[Collected data]
::::
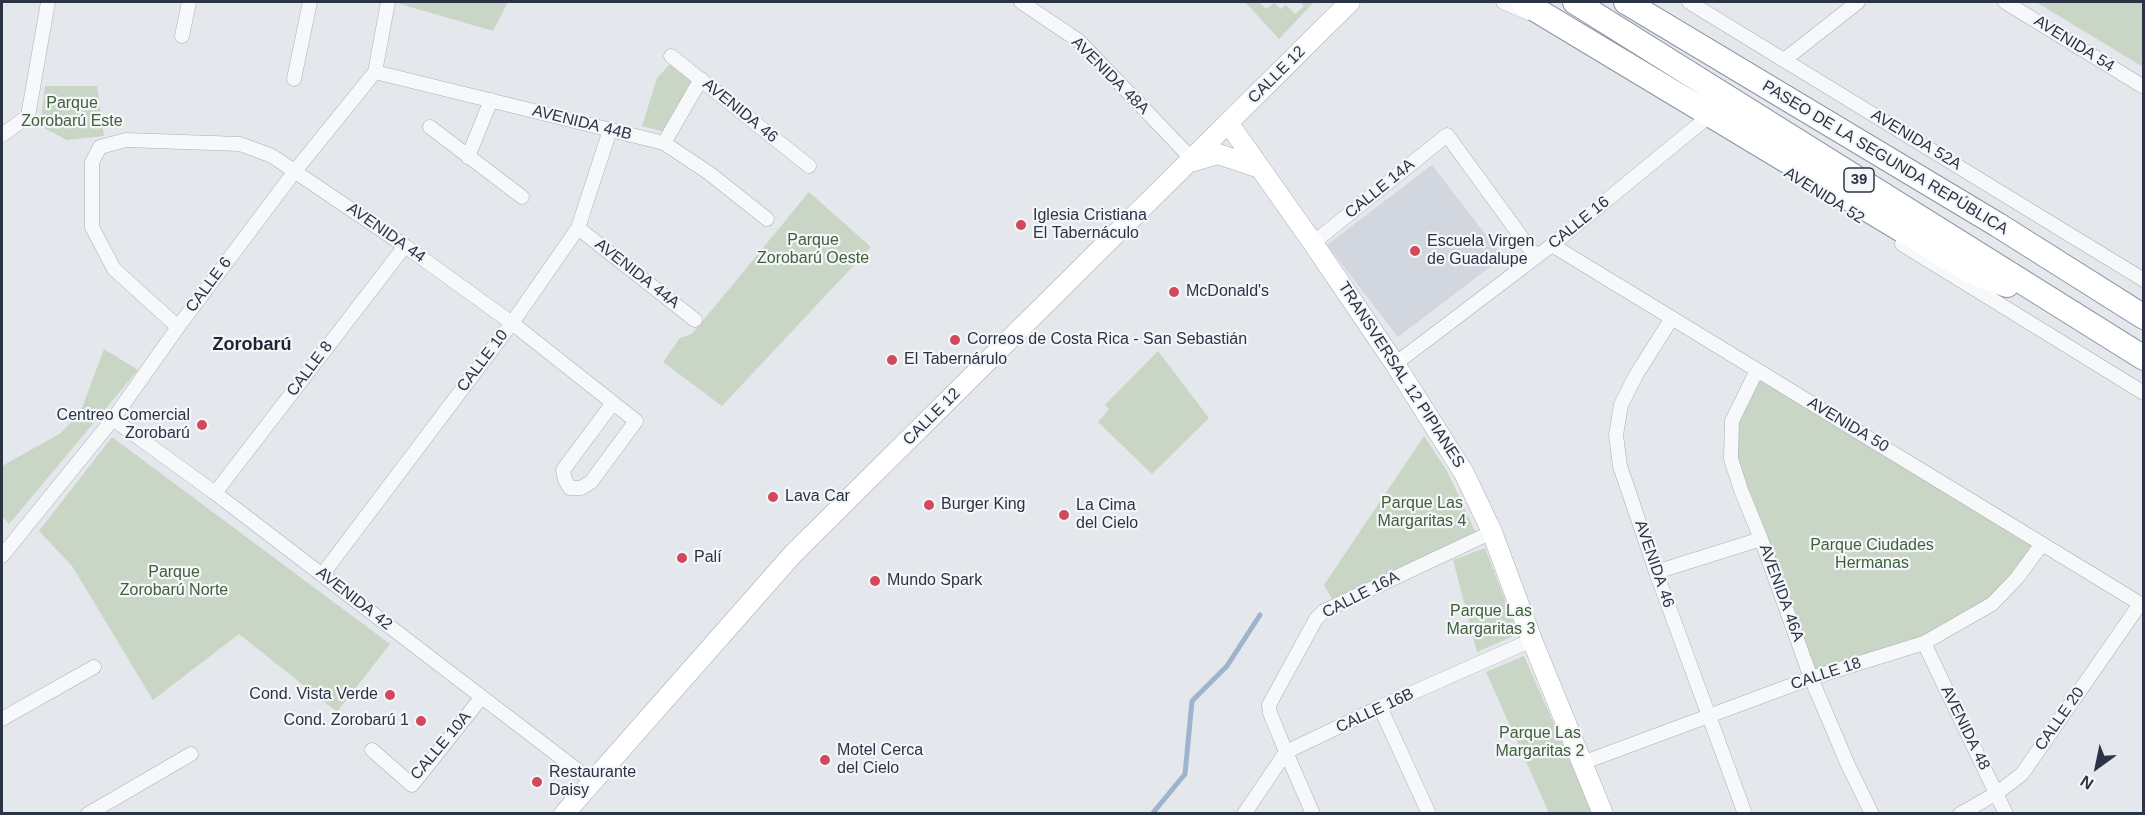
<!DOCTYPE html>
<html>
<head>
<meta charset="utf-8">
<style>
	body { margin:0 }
	#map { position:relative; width:2145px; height:815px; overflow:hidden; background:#e4e7ec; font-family:Helvetica,sans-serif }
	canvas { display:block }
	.frame { position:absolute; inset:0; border:3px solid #2b3445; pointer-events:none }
	.north { position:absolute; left:2067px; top:737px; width:60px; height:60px; -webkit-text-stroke:4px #f4f6f9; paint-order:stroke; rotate:213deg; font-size:16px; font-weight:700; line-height:24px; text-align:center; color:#2b3445 }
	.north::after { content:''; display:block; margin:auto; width:21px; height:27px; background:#2b3445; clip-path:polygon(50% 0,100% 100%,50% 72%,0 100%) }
</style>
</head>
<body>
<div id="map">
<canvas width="2145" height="815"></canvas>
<div class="frame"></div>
<div class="north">N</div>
</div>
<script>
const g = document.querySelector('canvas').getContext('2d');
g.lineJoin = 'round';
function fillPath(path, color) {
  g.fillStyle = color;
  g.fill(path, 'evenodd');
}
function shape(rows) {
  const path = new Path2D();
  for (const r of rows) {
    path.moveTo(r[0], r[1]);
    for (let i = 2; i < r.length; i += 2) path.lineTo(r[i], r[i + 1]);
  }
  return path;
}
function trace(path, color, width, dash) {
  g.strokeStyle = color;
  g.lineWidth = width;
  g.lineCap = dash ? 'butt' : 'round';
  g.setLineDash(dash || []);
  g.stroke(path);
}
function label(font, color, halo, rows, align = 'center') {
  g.font = font + ' Helvetica,sans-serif';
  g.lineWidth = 4.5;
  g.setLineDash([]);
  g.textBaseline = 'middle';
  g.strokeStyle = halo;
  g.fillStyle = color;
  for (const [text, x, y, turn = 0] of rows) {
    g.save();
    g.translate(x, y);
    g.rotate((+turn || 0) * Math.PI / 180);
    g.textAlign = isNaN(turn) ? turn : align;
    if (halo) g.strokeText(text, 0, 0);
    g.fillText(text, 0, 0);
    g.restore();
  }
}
fillPath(shape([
	[1432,165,1503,257,1398,337,1327,245]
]), '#d2d6de');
fillPath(shape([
	[400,2,508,2,493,31,400,4],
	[1245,2,1259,2,1266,9,1274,3,1281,9,1286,5,1295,14,1304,6,1300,2,1314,2,1279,39],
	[2036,2,2143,2,2143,67],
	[671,63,692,80,665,132,642,126,657,78],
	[45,86,97,86,104,136,67,140,40,126],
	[809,192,871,247,722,406,663,362,680,338,692,334],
	[104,349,138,370,9,524,2,516,2,466,61,433,80,413],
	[1158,351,1209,418,1152,474,1098,422,1109,409,1105,405],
	[1757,370,2042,544,1992,604,1924,643,1811,678,1741,490,1732,421],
	[1424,436,1447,471,1476,533,1334,603,1324,585],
	[112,437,390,644,337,712,239,634,153,700,72,566,39,531],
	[1485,548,1518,634,1477,652,1453,560],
	[1524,656,1593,813,1549,813,1486,672]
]), '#c9d6c5');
trace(shape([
	[1152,814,1185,774,1192,701,1227,666,1260,615]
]), '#9fb4cc', 5);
const street = shape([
	[1021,2,1079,41,1192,159],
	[1503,2,1528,13],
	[1689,2,2144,280],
	[2005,2,2144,87],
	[182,36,189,2],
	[671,56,809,166],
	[1784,60,1858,2],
	[375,72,664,143,709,173,767,219],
	[294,79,310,2],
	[430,127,522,197],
	[2,135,28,116,48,2],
	[664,143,701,79],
	[468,157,491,100],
	[578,228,695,320],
	[1313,243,1447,135,1536,257],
	[1902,244,2144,393],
	[1552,245,2144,606],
	[1672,318,1636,375,1621,405,1616,435,1620,466,1656,572,1745,814],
	[178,327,114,269,92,227,92,162,100,147,126,140,240,144,272,156,405,246,512,323,636,421,591,482,581,488,570,488,565,480,563,470,613,403],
	[1395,364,1552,245,1703,121],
	[1757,370,1732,421,1731,459,1741,490,1761,539,1811,678,1848,765,1872,814],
	[113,419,215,493,593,782],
	[215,493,405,246],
	[2,556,113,419,178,327,295,171,375,72,388,2],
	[1656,572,1761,539],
	[322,575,512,323,578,228,610,130],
	[1924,643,2006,814],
	[1380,707,1429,814],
	[2,719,94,667],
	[372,750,412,785,481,698],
	[1582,763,1811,678,1924,643,1992,604,2017,578,2042,544],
	[88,814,191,754],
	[1244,814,1286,752,1380,707,1532,640],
	[1313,814,1286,752,1270,713,1269,705,1316,619,1324,611,1492,532],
	[1960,814,1997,793,2022,774,2140,604]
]);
const secondary = shape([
	[1229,124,1313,243,1395,364,1464,473,1492,532,1532,640,1603,814],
	[1191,162,1218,154,1260,168],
	[564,814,793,554,1350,2]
]);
const highway = shape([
	[1523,2,1970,271,2007,285],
	[1575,2,2144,358],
	[1626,2,1998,225,2144,317]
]);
trace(street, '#a9aeb7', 15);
trace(secondary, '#a9aeb7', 21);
trace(highway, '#8b94a3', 26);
trace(street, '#f7f8fa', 14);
trace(secondary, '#fff', 20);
trace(highway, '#fff', 24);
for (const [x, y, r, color] of [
	[1021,225,6,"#d1495b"],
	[1415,251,6,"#d1495b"],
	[1174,292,6,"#d1495b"],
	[955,340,6,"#d1495b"],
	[892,360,6,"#d1495b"],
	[202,425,6,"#d1495b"],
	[773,497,6,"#d1495b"],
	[929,505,6,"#d1495b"],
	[1064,515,6,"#d1495b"],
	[682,558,6,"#d1495b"],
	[875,581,6,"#d1495b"],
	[390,695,6,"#d1495b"],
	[421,721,6,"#d1495b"],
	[825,760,6,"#d1495b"],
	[537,782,6,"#d1495b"]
]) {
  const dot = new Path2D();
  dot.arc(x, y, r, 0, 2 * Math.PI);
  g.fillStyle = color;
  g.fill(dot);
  trace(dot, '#f4f6f9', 2);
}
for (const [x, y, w] of [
	[1859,180,30]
]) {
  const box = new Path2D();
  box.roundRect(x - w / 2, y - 12, w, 24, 4.5);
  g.fillStyle = '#f4f6f9';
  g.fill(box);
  trace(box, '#2b3445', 1.5);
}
label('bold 15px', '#2b3445', null, [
	["39",1859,180]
]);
label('16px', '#2b3445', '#f4f6f9', [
	["AVENIDA 54",2074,44,32],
	["CALLE 12",1277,75,-45],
	["AVENIDA 48A",1110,76,45],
	["AVENIDA 46",740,111,39],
	["AVENIDA 44B",582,123,14],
	["AVENIDA 52A",1916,140,31],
	["PASEO DE LA SEGUNDA REPÚBLICA",1885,158,31],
	["CALLE 14A",1380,189,-39],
	["AVENIDA 52",1824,196,32],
	["CALLE 16",1579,223,-39],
	["AVENIDA 44",386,233,35],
	["AVENIDA 44A",637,274,38],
	["CALLE 6",209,285,-53],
	["CALLE 10",483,361,-53],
	["CALLE 8",310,369,-53],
	["TRANSVERSAL 12 PIPIANES",1401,375,57],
	["CALLE 12",932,417,-45],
	["AVENIDA 50",1848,425,31],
	["AVENIDA 46",1654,564,71],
	["AVENIDA 46A",1781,593,70],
	["CALLE 16A",1361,595,-27],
	["AVENIDA 42",354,599,38],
	["CALLE 18",1826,674,-18],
	["CALLE 16B",1375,711,-25],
	["CALLE 20",2060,719,-55],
	["AVENIDA 48",1965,728,64],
	["CALLE 10A",441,746,-50]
]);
label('16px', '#3f6138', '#f4f6f9', [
	["Parque",72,104],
	["Zorobarú Este",72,122],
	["Parque",813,241],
	["Zorobarú Oeste",813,259],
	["Parque Las",1422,504],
	["Margaritas 4",1422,522],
	["Parque Ciudades",1872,546],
	["Hermanas",1872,564],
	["Parque",174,573],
	["Zorobarú Norte",174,591],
	["Parque Las",1491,612],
	["Margaritas 3",1491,630],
	["Parque Las",1540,734],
	["Margaritas 2",1540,752]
]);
label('16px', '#2b3445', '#f4f6f9', [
	["Iglesia Cristiana",1033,216],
	["El Tabernáculo",1033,234],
	["Escuela Virgen",1427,242],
	["de Guadalupe",1427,260],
	["McDonald's",1186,292],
	["Correos de Costa Rica - San Sebastián",967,340],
	["El Tabernárulo",904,360],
	["Centreo Comercial",190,416,"right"],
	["Zorobarú",190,434,"right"],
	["Lava Car",785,497],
	["Burger King",941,505],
	["La Cima",1076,506],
	["del Cielo",1076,524],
	["Palí",694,558],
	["Mundo Spark",887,581],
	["Cond. Vista Verde",378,695,"right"],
	["Cond. Zorobarú 1",409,721,"right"],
	["Motel Cerca",837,751],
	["del Cielo",837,769],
	["Restaurante",549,773],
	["Daisy",549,791]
], 'left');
label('bold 18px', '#1d2536', '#f4f6f9', [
	["Zorobarú",252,345]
]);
</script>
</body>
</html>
::::
Lines containing the string "halo" are the ones to copy from the entries above.

• **SOLUTION FOR THIS EXERCISE**:
function label(font, color, halo, rows, align = 'center') {
  g.strokeStyle = halo;
    if (halo) g.strokeText(text, 0, 0);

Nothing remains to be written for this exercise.